L'Office national du film du Canada présente Cinéma et réalité. [Générique de fin] réalisé par Georges Dufaux et Clément Perron avec la collaboration de Gianni Amico, Giorgio Peloni, Raphaël de Luca, Claude Godbout, F. Whitman Trecartin, George Croll, Claude Delorme, Gian Vittorio Baldi et André Belleau. Production Office national du film du Canada. © Office national du film du Canada. MCMLXVII.
Tournage : En octobre et novembre 1965, à Rome et Montréal
Coût : 53 871 $
Titre de travail : Cinéma et réalité
Copie : ONF, Cinémathèque municipale de Montréal
Analyse
Résumé : Dans ce reportage, Dufaux et Perron vont interroger à Rome quelques-uns des principaux représentants du néo-réalisme italien et des cinéastes plus jeunes qui ont subi son influence. On peut y entendre les Rossellini, De Sica, Zavattini, Moravia, Antonioni, Pasolini, etc. Ils en profitent pour aller visiter les coins de rues où se sont tournées beaucoup de séquences, causer avec des gens de la rue au sujet du cinéma et recueillir les commentaires d'un cinémathécaire comme Henri Langlois.
Sujets et thèmes : Néo-réalisme italien, Italie, Seconde guerre mondiale, Rome, Rossellini, Visconti, De Sica, Risi, Rosi, Zavattini, Henri Langlois, Alain Delon, Moravia, Rosi, Amidei, Bonicelli, Bellochio, Fellini, Antonioni, de Seta, Pasolini documentaire, tournage, cinéma-vérité, réalisme, histoire du cinéma.
Traitement : Ce reportage filmé est basé avant tout sur des interviews faits en plans rapprochés avec caméra fixe; les scènes de rues sont enregistrées selon les techniques bien éprouvées du cinéma direct. Des extraits de films ou des photos de tournage fournissent l'illustration nécessaire et rappellent bien des souvenirs aux cinéphiles.

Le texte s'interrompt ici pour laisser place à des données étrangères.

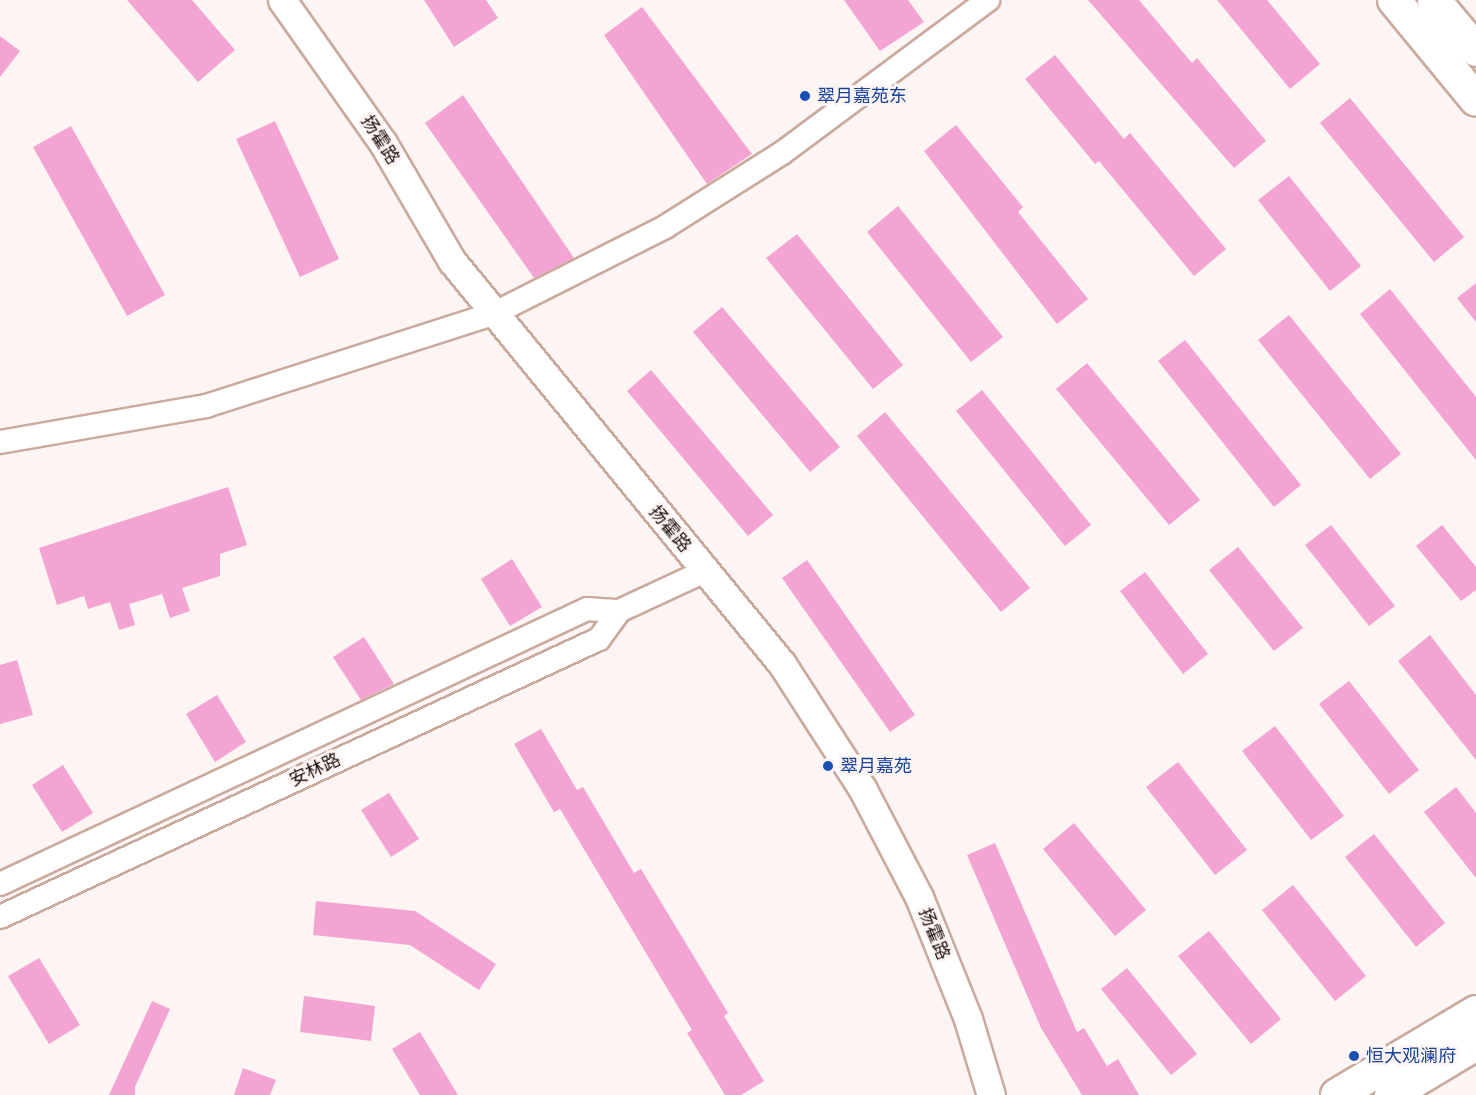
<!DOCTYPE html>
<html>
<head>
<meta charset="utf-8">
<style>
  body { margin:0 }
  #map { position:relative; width:1476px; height:1095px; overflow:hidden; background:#fdf5f3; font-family:Raleway,"Noto Sans SC",sans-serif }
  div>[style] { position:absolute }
  .building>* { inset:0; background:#f3a4d3 }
  .roads { filter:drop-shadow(2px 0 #cbaa9e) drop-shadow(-2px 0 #cbaa9e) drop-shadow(0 2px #cbaa9e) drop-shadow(0 -2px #cbaa9e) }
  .minor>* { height:22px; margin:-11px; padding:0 11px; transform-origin:11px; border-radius:11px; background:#fff }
  .tertiary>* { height:27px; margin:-13.5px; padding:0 13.5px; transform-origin:13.5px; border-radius:13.5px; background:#fff }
  .secondary>* { height:32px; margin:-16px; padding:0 16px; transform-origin:16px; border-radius:16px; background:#fff }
  .dots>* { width:16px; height:16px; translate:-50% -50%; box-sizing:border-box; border:3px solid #fdf5f3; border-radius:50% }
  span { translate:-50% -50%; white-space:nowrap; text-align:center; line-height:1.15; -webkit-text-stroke:6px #fdf5f3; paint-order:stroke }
  .transit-label { font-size:18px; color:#164399 }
  .left { translate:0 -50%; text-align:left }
  .street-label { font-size:18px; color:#180d09 }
</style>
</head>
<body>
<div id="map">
  <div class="building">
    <i style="clip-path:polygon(127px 0,192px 0,235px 50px,198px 82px)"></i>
    <i style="clip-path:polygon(424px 0,486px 0,498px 18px,454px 47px)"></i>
    <i style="clip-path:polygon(844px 0,908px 0,924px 22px,880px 51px)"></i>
    <i style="clip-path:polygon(1088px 0,1139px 0,1192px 63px,1197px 58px,1266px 141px,1234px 168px)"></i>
    <i style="clip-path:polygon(1217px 0,1267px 0,1320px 64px,1290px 89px)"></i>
    <i style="clip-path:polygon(642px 7px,752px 154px,707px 184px,604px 35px)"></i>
    <i style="clip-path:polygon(0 36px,20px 51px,0 77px)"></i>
    <i style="clip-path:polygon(1055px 55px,1124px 139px,1130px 133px,1226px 249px,1194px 276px,1099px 161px,1095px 164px,1025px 79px)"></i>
    <i style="clip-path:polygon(463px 95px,574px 258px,534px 278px,425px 123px)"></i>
    <i style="clip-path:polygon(1350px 98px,1464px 237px,1434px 262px,1320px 123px)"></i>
    <i style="clip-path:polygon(275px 121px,339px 259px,300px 277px,236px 139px)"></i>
    <i style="clip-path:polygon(956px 125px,1023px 207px,1018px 212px,1088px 299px,1057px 324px,924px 151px)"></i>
    <i style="clip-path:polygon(71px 126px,165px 295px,127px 316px,33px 147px)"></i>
    <i style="clip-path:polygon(1289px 176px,1361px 266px,1330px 291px,1258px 200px)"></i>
    <i style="clip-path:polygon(898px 206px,1003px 337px,971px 362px,867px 232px)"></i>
    <i style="clip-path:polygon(797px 234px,903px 365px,873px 389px,766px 258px)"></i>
    <i style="clip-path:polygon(1476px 283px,1476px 322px,1457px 298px)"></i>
    <i style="clip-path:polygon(1390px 289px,1476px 397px,1476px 460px,1360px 314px)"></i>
    <i style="clip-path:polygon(722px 307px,840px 447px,810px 472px,693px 332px)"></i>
    <i style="clip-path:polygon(1289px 315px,1401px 454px,1370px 479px,1258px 340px)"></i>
    <i style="clip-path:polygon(1185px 340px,1301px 485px,1274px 507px,1158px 361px)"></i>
    <i style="clip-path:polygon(1087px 363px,1200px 500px,1169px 525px,1056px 389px)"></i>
    <i style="clip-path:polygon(651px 370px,773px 515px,748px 536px,627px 391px)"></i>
    <i style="clip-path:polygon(982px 390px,1091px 525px,1065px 546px,956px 411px)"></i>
    <i style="clip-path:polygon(885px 412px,1030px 588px,1001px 612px,857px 436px)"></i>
    <i style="clip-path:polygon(228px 487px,247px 545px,220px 554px,220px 576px,182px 588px,190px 611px,170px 618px,162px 594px,129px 604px,135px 625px,119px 630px,110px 602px,88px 609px,84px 596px,57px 605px,39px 548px)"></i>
    <i style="clip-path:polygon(1331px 525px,1395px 606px,1369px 626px,1305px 545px)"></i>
    <i style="clip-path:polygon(1442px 525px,1476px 567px,1476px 590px,1461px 601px,1416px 546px)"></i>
    <i style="clip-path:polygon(1238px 547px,1303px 628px,1274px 651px,1209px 570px)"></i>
    <i style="clip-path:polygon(512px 559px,542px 607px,510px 626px,481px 579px)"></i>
    <i style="clip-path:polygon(807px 560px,915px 715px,890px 732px,782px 578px)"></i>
    <i style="clip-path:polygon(1145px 572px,1208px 654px,1183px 674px,1120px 591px)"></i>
    <i style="clip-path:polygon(1430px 635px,1476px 695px,1476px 760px,1398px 661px)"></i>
    <i style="clip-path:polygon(364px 637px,394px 684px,361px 700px,333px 657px)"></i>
    <i style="clip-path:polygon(17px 660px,33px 715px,0 724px,0 665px)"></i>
    <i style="clip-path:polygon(1349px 681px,1419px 770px,1389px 794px,1319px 704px)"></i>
    <i style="clip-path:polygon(217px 695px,246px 742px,215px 762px,186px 714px)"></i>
    <i style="clip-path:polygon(1275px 726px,1344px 816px,1311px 840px,1242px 751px)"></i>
    <i style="clip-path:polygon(541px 729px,577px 790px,583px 787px,634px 873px,641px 869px,728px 1013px,724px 1016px,764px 1081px,741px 1095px,725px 1095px,687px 1033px,692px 1030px,560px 809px,554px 812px,514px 744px)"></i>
    <i style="clip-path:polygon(1178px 762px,1247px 850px,1215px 875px,1146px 787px)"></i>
    <i style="clip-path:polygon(63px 765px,93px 813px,62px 832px,32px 785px)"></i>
    <i style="clip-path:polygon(1456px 787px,1476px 813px,1476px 878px,1424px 812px)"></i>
    <i style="clip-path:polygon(389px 793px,419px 839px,391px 857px,361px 810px)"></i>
    <i style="clip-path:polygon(1074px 823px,1146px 910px,1115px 936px,1043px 849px)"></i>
    <i style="clip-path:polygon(1374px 834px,1445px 923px,1416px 947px,1345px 857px)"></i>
    <i style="clip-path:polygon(995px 843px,1077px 1032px,1084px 1028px,1107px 1066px,1118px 1059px,1139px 1095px,1082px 1095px,1041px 1028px,967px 855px)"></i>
    <i style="clip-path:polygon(1293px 885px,1366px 976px,1335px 1001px,1262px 910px)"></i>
    <i style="clip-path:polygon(316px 901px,415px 911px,496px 964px,479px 990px,410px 945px,313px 935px)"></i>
    <i style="clip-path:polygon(1209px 931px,1281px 1019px,1251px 1044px,1178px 956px)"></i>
    <i style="clip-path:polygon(39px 958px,80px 1025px,49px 1044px,8px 976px)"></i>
    <i style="clip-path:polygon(1127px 968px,1197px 1054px,1171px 1075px,1101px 989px)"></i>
    <i style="clip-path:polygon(304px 996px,375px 1006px,371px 1041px,300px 1032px)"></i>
    <i style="clip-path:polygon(152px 1001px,170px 1009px,135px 1087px,135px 1095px,109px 1095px)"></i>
    <i style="clip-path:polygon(420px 1032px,458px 1095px,420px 1095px,392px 1049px)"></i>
    <i style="clip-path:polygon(243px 1068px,276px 1080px,270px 1095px,234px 1095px)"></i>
  </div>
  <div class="roads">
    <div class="minor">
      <i style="left:0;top:442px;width:209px;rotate:-9.9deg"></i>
      <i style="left:206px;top:406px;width:304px;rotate:-17.8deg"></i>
      <i style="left:495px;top:313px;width:191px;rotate:-26.8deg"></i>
      <i style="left:665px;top:227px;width:138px;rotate:-32.3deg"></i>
      <i style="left:782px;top:153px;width:257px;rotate:-36.6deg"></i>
      <i style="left:0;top:884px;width:648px;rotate:-25.1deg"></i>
      <i style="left:587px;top:609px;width:32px;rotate:4deg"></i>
      <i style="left:619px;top:611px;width:95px;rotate:-24.9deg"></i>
      <i style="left:0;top:917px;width:660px;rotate:-24.9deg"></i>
      <i style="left:599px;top:639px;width:34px;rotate:-54deg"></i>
    </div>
    <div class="tertiary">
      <i style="left:282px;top:0;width:175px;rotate:54.8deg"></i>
      <i style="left:383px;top:143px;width:137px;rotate:59.7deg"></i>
      <i style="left:452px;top:261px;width:521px;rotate:50.69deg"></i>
      <i style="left:782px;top:664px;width:148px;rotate:57.2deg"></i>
      <i style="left:862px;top:788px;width:123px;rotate:62.4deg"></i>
      <i style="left:919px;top:897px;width:131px;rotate:68.1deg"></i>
      <i style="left:968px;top:1019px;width:79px;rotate:73.2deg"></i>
    </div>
    <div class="secondary">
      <i style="left:1394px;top:0;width:129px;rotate:50.6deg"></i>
      <i style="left:1434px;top:0;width:65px;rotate:50deg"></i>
      <i style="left:1337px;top:1095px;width:162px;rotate:-30.8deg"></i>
      <i style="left:1391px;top:1095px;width:99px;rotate:-31deg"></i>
    </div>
  </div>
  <div class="dots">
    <i style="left:805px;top:96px;background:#1a4fb4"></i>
    <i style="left:828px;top:766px;background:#1a4fb4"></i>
    <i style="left:1354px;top:1056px;background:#1a4fb4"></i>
  </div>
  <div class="transit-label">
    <span class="left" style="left:817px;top:96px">翠月嘉苑东</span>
    <span class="left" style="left:840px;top:766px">翠月嘉苑</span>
    <span class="left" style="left:1366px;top:1056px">恒大观澜府</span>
  </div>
  <div class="street-label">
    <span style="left:380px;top:140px;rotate:57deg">扬霍路</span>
    <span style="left:670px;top:529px;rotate:50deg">扬霍路</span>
    <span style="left:315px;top:770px;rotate:-25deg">安林路</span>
    <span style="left:934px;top:934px;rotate:68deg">扬霍路</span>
  </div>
</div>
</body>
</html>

Contenu : L'intérêt premier de ce film est d'entendre les
Rossellini et De Sica expliquer ce qu'a été pour eux le néo-réalisme,
de voir ou de revoir des extraits de films du genre et des photos de comédiens
et de lieux qui en fixèrent les principales coordonnées. Mais
comme le néo-réalisme fut le type de cinéma privilégié
dans les ciné-clubs des années 50 qui furent «l'école
de cinéma» des principaux cinéastes du direct, il est
passionnant d'entendre parler de ces efforts de «prise de conscience
du monde où l'on vit», de la découverte de la «vérité
humaine des situations et de l'engagement vis-à-vis les situations
sociales... de la reconquête de la dignité humaine... de la
joie de pouvoir parler, d'exprimer ses émotions et ses idées»,
etc. Car ce courant italien représente presque exactement ce que fut
l'idéologie des cinéastes québécois les plus
lucides au détour des années 60. On peut d'ailleurs penser
que Perron et Dufaux ont retenu de leurs interlocuteurs italiens ce qui correspondait
le mieux à leur conception du cinéma. D'autre part, ils retiennent
cette phrase d'Antonioni affirmant que ce qui l'intéresse, c'est moins
le rapport à la réalité de ses personnages que ce qu'ils
vivent à l'intérieur d'eux-même, cette vision correspondant
à ce qui se développe chez plusieurs cinéastes dans
la deuxième moitié de la décennie.
La liaison «cinéma et réalité», vision
fondamentale du documentaire, mais aussi perspective originale d'une grande
partie du cinéma de fiction du Québec, vient en bonne partie
de l'engouement pour ce courant révolutionnaire qu'a représenté
le néo-réalisme italien, tant au plan des idées - le
grand plaisir de pouvoir exprimer des idées au cinéma, dit
le scénariste Sergio Amidei - qu'à celui de la recherche formelle.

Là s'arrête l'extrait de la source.